### Input material
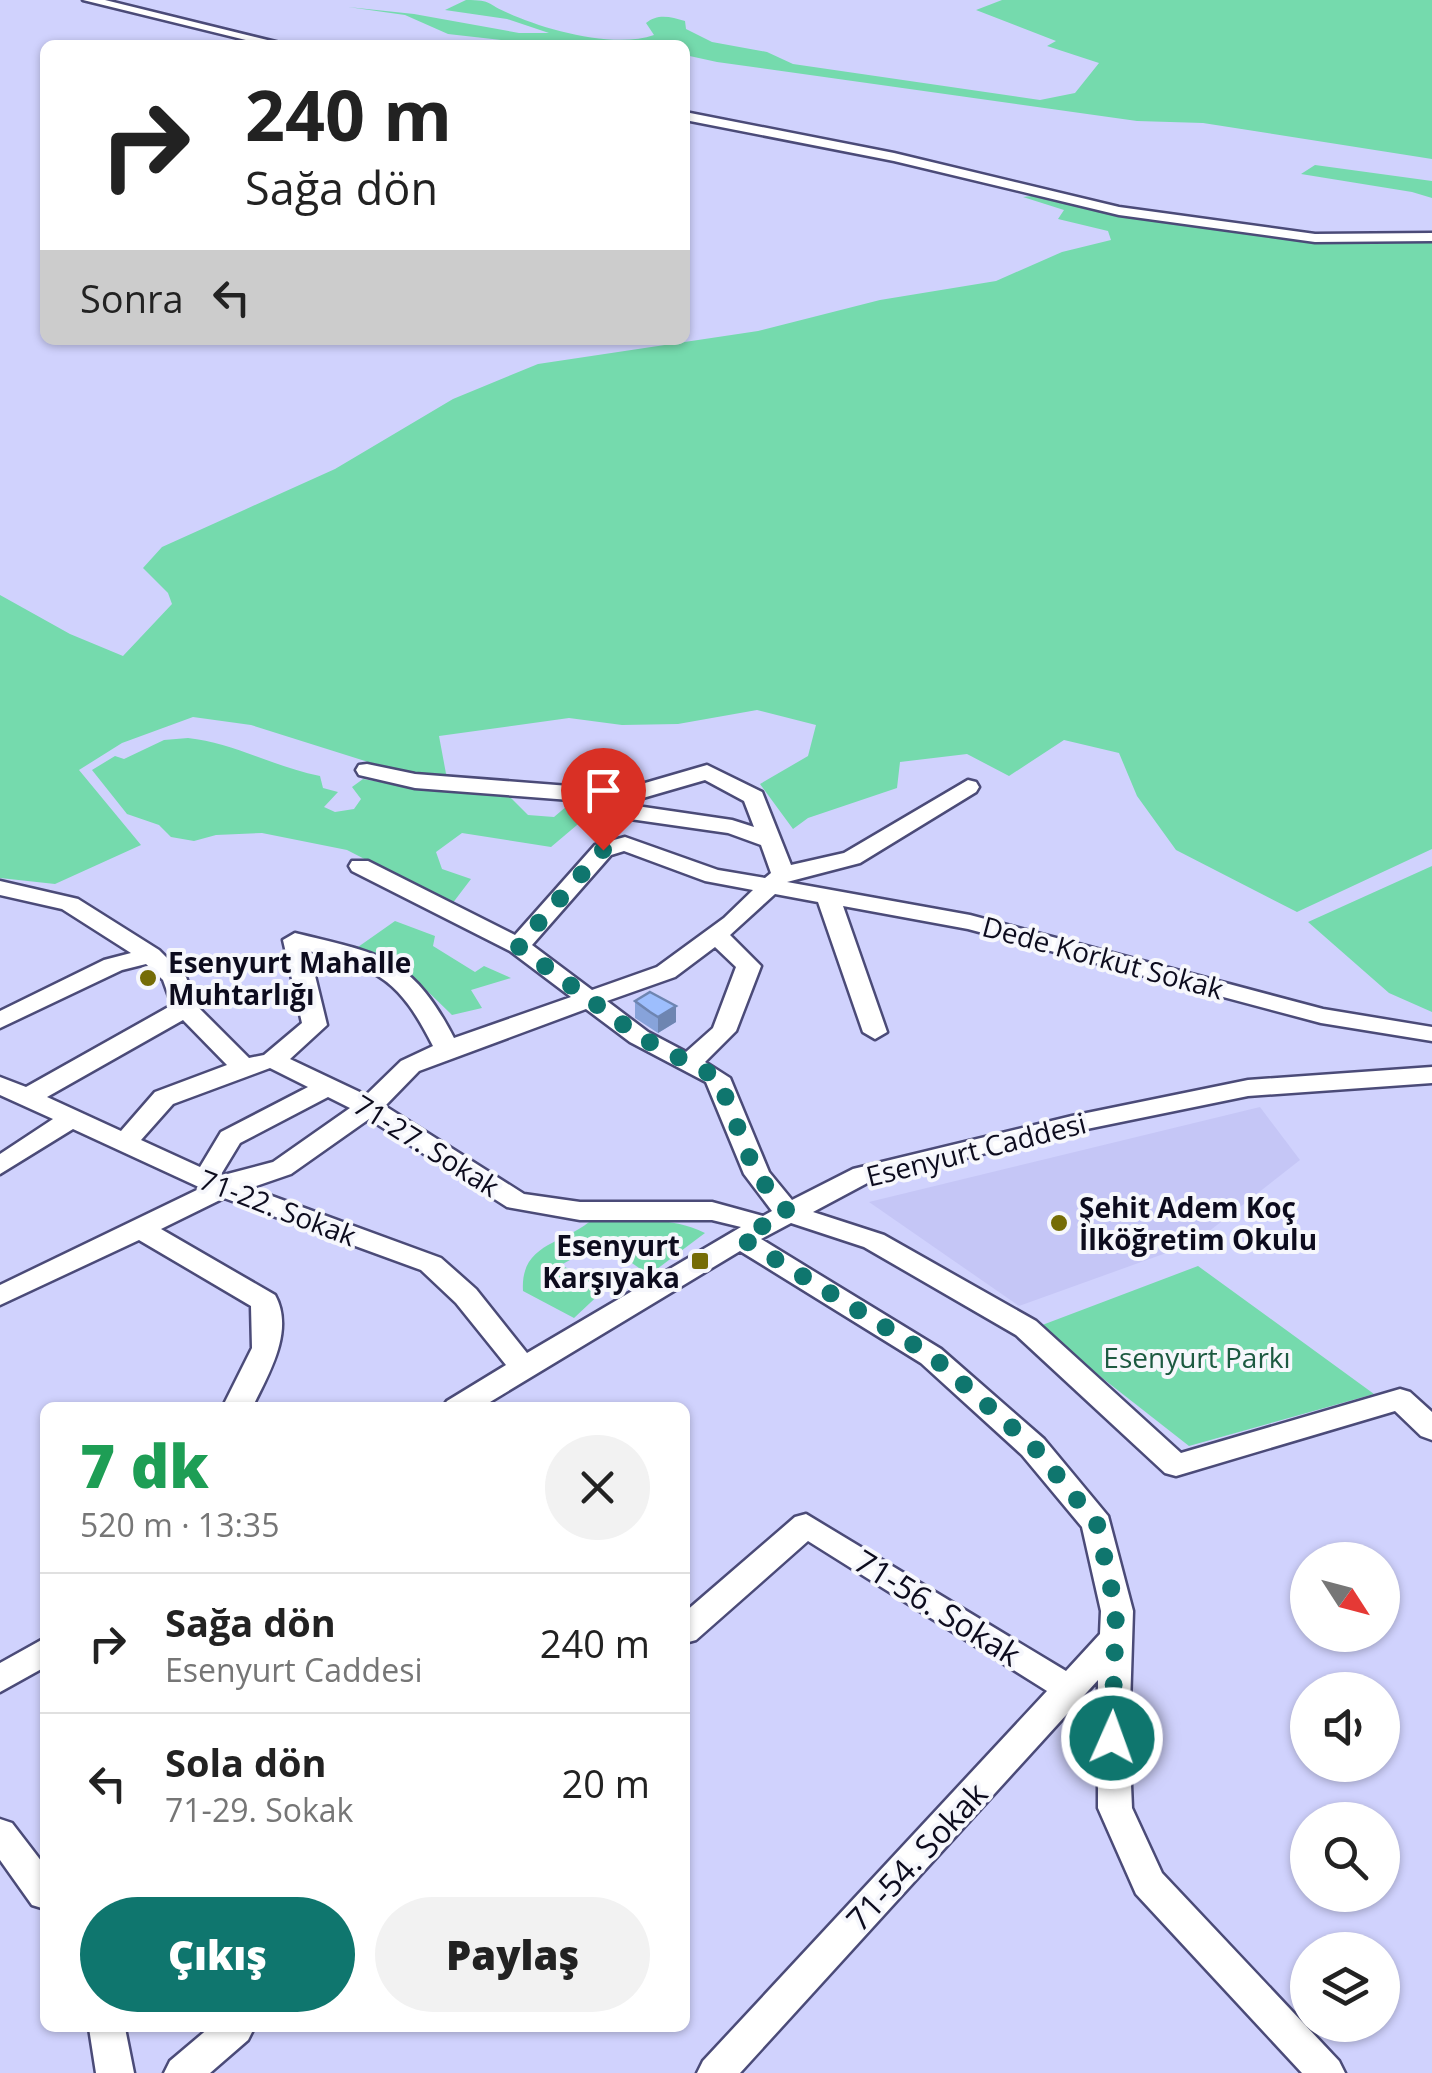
<!DOCTYPE html>
<html lang="tr">
<head>
<meta charset="utf-8">
<style>
	:root { --surface:#fff; --page:#f2f2f2; --text:#222; --muted:#767676; --line:#e0e0e0; --accent:#0f766e }
	body { margin:0; font-family:"Open Sans",sans-serif; background:var(--page); color:var(--text); height:100vh; display:flex; flex-direction:column; font-size:38px; white-space:nowrap }
	* { box-sizing:border-box; margin:0 }
	p { font-size:32px; color:var(--muted) }
	.icon { flex:none; width:55px; height:55px; fill:none; stroke:currentColor; stroke-width:2; stroke-linecap:round; stroke-linejoin:round }
	.map { position:relative; flex:1; overflow:hidden }
	.details { position:absolute; left:40px; top:1402px; width:650px; height:630px; display:flex; flex-direction:column; background:var(--surface); border-radius:15px; box-shadow:0 2px 8px #0004 }
	.details>* { flex:none }
	.top-card { position:absolute; left:40px; top:40px; width:650px; height:305px; border-radius:15px; box-shadow:0 2px 8px #0004; background:#fff; color:var(--text); overflow:hidden }
	.needle { width:65px; rotate:126deg }
	.fabs { position:absolute; left:1290px; top:1542px; display:grid; gap:20px }
	.fabs a { display:grid; place-items:center; width:110px; height:110px; border-radius:50%; background:var(--surface); box-shadow:0 2px 8px #0004; font-size:50px }
	.pin { position:absolute; display:grid; place-items:center; width:85px; height:85px; color:#fff; margin:-102px -42px; border-radius:50% 50% 50% 0; rotate:-45deg; box-shadow:0 0 10px #0007 }
	.pin .icon { rotate:45deg }
	.me { position:absolute; width:110px; margin:-55px; rotate:2deg; stroke-linejoin:round; filter:drop-shadow(0 0 8px #0008) }
	.turn { display:flex; align-items:center; gap:35px; height:210px; padding:0 40px; font-size:45px }
	.turn .icon { width:130px; height:130px; stroke-width:2.5 }
	.turn b { display:block; font-size:70px; line-height:85px }
	.then { display:flex; align-items:center; height:95px; padding:0 40px; background:#0003; gap:20px; font-size:38px }
	.round { display:grid; place-items:center; flex:none; width:105px; height:105px; border-radius:52px; background:var(--page) }
	.head { display:flex; align-items:center; justify-content:space-between; height:170px; padding:0 40px }
	h1 { font-size:60px; font-weight:800; line-height:75px; color:#1e9e55 }
	.primary-button { display:flex; gap:20px; margin-top:auto; padding:20px 40px }
	.primary-button a { flex:1; height:115px; border-radius:60px; background:var(--accent); color:#fff; font-size:40px; font-weight:800; line-height:115px; text-align:center }
	.primary-button a+a { background:var(--page); color:var(--text) }
	ul { padding:0; list-style:none }
	li { display:flex; align-items:center; gap:30px; height:140px; padding:0 40px; border-top:2px solid var(--line) }
	li div { flex:1 }
	li b { display:block; font-size:38px }
	li em { font-style:normal }
	.map>svg:first-child { display:block }
	.built { fill:#c5c6f6 }
	.green { fill:#75daad }
	.lines { fill:none; stroke-linecap:round; stroke-linejoin:round }
	.minor-casing { stroke:#4b4b78; stroke-width:5 }
	.minor { fill:#fff; fill-rule:evenodd }
	.wall { fill:#87a3da }
	.shaded-wall { fill:#6e85b1 }
	.building { fill:#9dbefd; stroke:#6e85b1; stroke-width:2.5 }
	.route { stroke:#0f766e; stroke-width:18; stroke-dasharray:0 32.4 }
	.poi-dot { fill:#756c06; stroke:#f6f7fc; stroke-width:4 }
	.labels { text-anchor:middle; dominant-baseline:central; stroke-width:8; stroke-linejoin:round; paint-order:stroke }
	.street-label { font-size:28px; fill:#0d0c1e; stroke:#f6f7fc }
	.poi-label { font-size:28px; font-weight:bold; fill:#0d0c1e; stroke:#f6f7fc; text-anchor:start }
	.park-label { font-size:28px; fill:#1c5a41; stroke:#f6f7fc }
	.near-street-label { font-size:32px; fill:#0d0c1e; stroke:#f6f7fc }
</style>
</head>
<body>
<div class="map">
<svg width="1432" height="2073" viewBox="0 0 1432 2073">
	<rect width="100%" height="100%" fill="#d0d2fd"/>
	<path class="built" d="M1260,1107L1300,1160L1194,1243L1019,1306L869,1202Z"/>
	<path class="green" d="M466,0C494,0 486,4 508,13C545,30 615,49 654,35L646,23C658,13 671,17 685,21L686,29L712,42L767,52L793,64L1040,100L1075,93L1099,63L1047,46L1056,41L976,10L1002,0H1432V159L1203,123L1137,121L717,62L685,55V45H544L448,34L405,15L348,7L414,14L519,33H549L507,19L445,10Z
		M1315,165L1432,181V198L1412,192L1301,174Z
		M1040,195L1314,241L1432,240V849L1297,912L1176,850L1137,796L1119,753L1064,740L1009,776L967,754L900,762L897,788L808,818L793,829L760,784L808,756L816,725L757,710L678,724L622,725L569,718L439,736L447,779L400,772L251,725L193,717L122,743L79,770L141,845L55,884L0,878V595L70,634L123,656L172,604L168,593L143,568L162,547L335,469L453,399L538,364L758,331L880,300L996,281L1062,252L1111,240L1108,231L1058,219L1064,210L1023,197Z
		M188,738C234,743 274,767 320,776L323,788L338,792L324,807L335,812L354,809L361,799L352,787L363,779L425,790L508,795L528,815L554,817L574,800L603,803L551,847L462,833L436,852L442,869L471,879L452,904L347,850L262,833L216,835L194,841L171,837L159,825L127,814L92,770L115,756L124,759L164,740Z
		M1432,866V1012L1389,993L1308,922Z
		M395,921L435,936L433,946L475,972L484,966L511,978L471,990L482,1008L452,1015L418,982L358,947Z
		M594,1218C631,1220 671,1216 705,1233L649,1275L602,1242L561,1265L606,1288L574,1318L523,1291C520,1242 564,1245 594,1218Z
		M1198,1266L1374,1394L1189,1446L1037,1327Z"/>
	<g class="lines">
		<g class="minor-casing">
			<path id="minor" d="M83,0H105L288,45H266Z
				M685,112L894,153L1119,207L1315,234L1432,233V241L1315,242L1119,215L894,161L685,120Z
				M367,764L415,774L621,790L707,765L762,792L791,865L844,853L968,780L976,782L979,787L976,792L860,863L787,882L970,915L1323,1009L1432,1027V1041L1321,1023L968,929L843,906L887,1032L875,1039L863,1032L818,902L775,894L730,935L761,966L736,1031L705,1062L730,1078L769,1172L792,1200L853,1169L1072,1116L1248,1080L1432,1067V1083L1248,1096L1072,1132L871,1181L813,1212L884,1235L1036,1321L1181,1453L1400,1389L1410,1392L1432,1412V1440L1421,1436L1395,1411L1176,1476L1165,1473L1016,1335L864,1247L791,1223L761,1239L941,1349L1044,1439L1108,1516L1133,1611L1129,1738L1132,1808L1162,1873L1339,2061L1345,2073H1302L1136,1894L1098,1808V1680L740,2073H697L703,2061L1047,1691L808,1541L696,1640L685,1643V1612L795,1517L806,1514L1066,1671L1100,1634L1101,1611L1082,1527L1022,1455L921,1363L740,1251L480,1408H442L447,1401L506,1365L456,1303L421,1270L224,1198L161,1229L275,1295C295,1331 268,1375 252,1408H222L252,1348L251,1306L139,1240L0,1305V1285L201,1188L73,1129L0,1174V1154L53,1119L0,1095V1077L26,1087L172,1005L163,980L146,964L122,970L0,1028V1011L104,960L131,953L62,909L0,895V881L78,899L159,950L186,977L196,1005L249,1058L264,1055L302,1023L283,940L295,933C380,954 411,955 454,1038L571,997L510,951L352,871L349,866L352,861H368L515,935L595,845L625,837L718,870L765,878L771,873L761,845L728,833L623,818L612,811L623,804L732,820L754,827L744,801L705,780L622,804L415,788L359,775L356,770L359,765ZM624,851L705,881L753,890L724,918L657,967L592,990L532,945L611,855ZM715,947L736,967L713,1028L686,1052L648,1032L607,1001L675,977ZM309,951C379,968 400,981 433,1046L401,1061L366,1095L290,1059L327,1025ZM586,1009L630,1042L706,1082L744,1174L772,1211L763,1216L712,1202H580L524,1194L385,1106L419,1071ZM183,1020L227,1065L155,1092L121,1131L47,1097ZM270,1068L308,1087L221,1132L200,1167L141,1140L173,1104ZM328,1097L350,1108L273,1162L220,1176L240,1143ZM369,1119L507,1207L580,1220H712L741,1227L527,1353L476,1289L441,1258L250,1188L291,1174Z
				M45,1638V1667L0,1692V1663Z
				M0,1819L12,1823L45,1866V1909L32,1905L0,1860Z
				M89,2028H125L134,2073H96Z
				M209,2028H254L248,2040L210,2073H164L170,2061Z"/>
		</g>
		<use href="#minor" class="minor"/>
	</g>
	<path class="wall" d="M635,1001L676,1022L658,1033L635,1018Z"/>
	<path class="shaded-wall" d="M676,1006V1022L658,1033V1017Z"/>
	<path class="building" d="M650,992L676,1006L658,1017L650,1012L635,1001Z"/>
	<g class="lines">
		<path class="route" d="M603,850L518,946L640,1037L718,1078L756,1174L788,1212L741,1238L932,1356L1034,1447L1097,1524L1116,1610L1112,1738"/>
	</g>
	<g class="poi-dot">
		<circle cx="148" cy="978" r="10"/>
		<circle cx="1059" cy="1223" r="10"/>
		<rect x="690" y="1251" width="20" height="20" rx="5"/>
	</g>
	<g class="labels">
		<g class="street-label">
			<text transform="translate(1103 957) rotate(15)">Dede Korkut Sokak</text>
			<text transform="translate(427 1145) rotate(32)">71-27. Sokak</text>
			<text transform="translate(976 1149) rotate(-14)">Esenyurt Caddesi</text>
			<text transform="translate(278 1207) rotate(21)">71-22. Sokak</text>
		</g>
		<g class="poi-label">
			<text x="168" y="962">Esenyurt Mahalle<tspan x="168" dy="32">Muhtarlığı</tspan></text>
			<text x="1079" y="1207">Şehit Adem Koç<tspan x="1079" dy="32">İlköğretim Okulu</tspan></text>
			<text x="680" y="1245" text-anchor="end">Esenyurt<tspan x="680" dy="32">Karşıyaka</tspan></text>
		</g>
		<g class="park-label">
			<text x="1197" y="1357">Esenyurt Parkı</text>
		</g>
		<g class="near-street-label">
			<text transform="translate(938 1607) rotate(32)">71-56. Sokak</text>
			<text transform="translate(916 1856) rotate(-47)">71-54. Sokak</text>
		</g>
	</g>
</svg>
<div class="fabs">
<a><svg class="needle" viewBox="-14 -14 28 28"><path d="M0-13l5 13h-10z" fill="#e53935"/><path d="M0 13l5-13h-10z" fill="#767676"/></svg></a>
<a><svg class="icon" aria-label="sound" viewBox="0 0 24 24"><path d="M4 9h4l5-4v14l-5-4H4zM17 9q2 3 0 6"/></svg></a>
<a><svg class="icon" aria-label="search" viewBox="0 0 24 24"><circle cx="10" cy="10" r="6"/><path d="M15 15l6 6"/></svg></a>
<a><svg class="icon" aria-label="layers" viewBox="0 0 24 24"><path d="M12 4l9 5-9 5-9-5zM3 14l9 5 9-5"/></svg></a>
</div>
<div class="pin" style="left:603px;top:850px;background:#d93025"><svg class="icon" aria-label="arrive" viewBox="0 0 24 24"><path d="M6 21V4h12l-3 4 3 4H6"/></svg></div>
<svg class="me" style="left:1112px;top:1738px" viewBox="-20 -20 40 40"><circle r="17" fill="#0f766e" stroke="#fff" stroke-width="3"/><path d="M0-11L8 9 0 5-8 9z" fill="#fff"/></svg>
<div class="top-card">
<div class="turn"><svg class="icon" aria-label="right" viewBox="0 0 24 24"><path d="M7 20v-9h11M14 6l5 5-5 5"/></svg><div><b>240 m</b>Sağa dön</div></div>
<div class="then">Sonra<svg class="icon" aria-label="left" viewBox="0 0 24 24"><path d="M17 20v-9H6M10 6l-5 5 5 5"/></svg></div>
</div>
<section class="details">
<div class="head"><div><h1>7 dk</h1><p>520 m · 13:35</p></div><a class="round"><svg class="icon" aria-label="close" viewBox="0 0 24 24"><path d="M6 6l12 12M18 6L6 18"/></svg></a></div>
<ul>
<li><svg class="icon" aria-label="right" viewBox="0 0 24 24"><path d="M7 20v-9h11M14 6l5 5-5 5"/></svg><div><b>Sağa dön</b><p>Esenyurt Caddesi</p></div><em>240 m</em></li>
<li><svg class="icon" aria-label="left" viewBox="0 0 24 24"><path d="M17 20v-9H6M10 6l-5 5 5 5"/></svg><div><b>Sola dön</b><p>71-29. Sokak</p></div><em>20 m</em></li>
</ul>
<div class="primary-button"><a>Çıkış</a><a>Paylaş</a></div>
</section>
</div>
</body>
</html>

### Work task
Retype only this portion of the data above: the line containing "display:flex; align-items:center; height:95px;", the line containing "display:grid; place-items:center; flex:none;", and all lines between them, exactly.

### Written solution
	.then { display:flex; align-items:center; height:95px; padding:0 40px; background:#0003; gap:20px; font-size:38px }
	.round { display:grid; place-items:center; flex:none; width:105px; height:105px; border-radius:52px; background:var(--page) }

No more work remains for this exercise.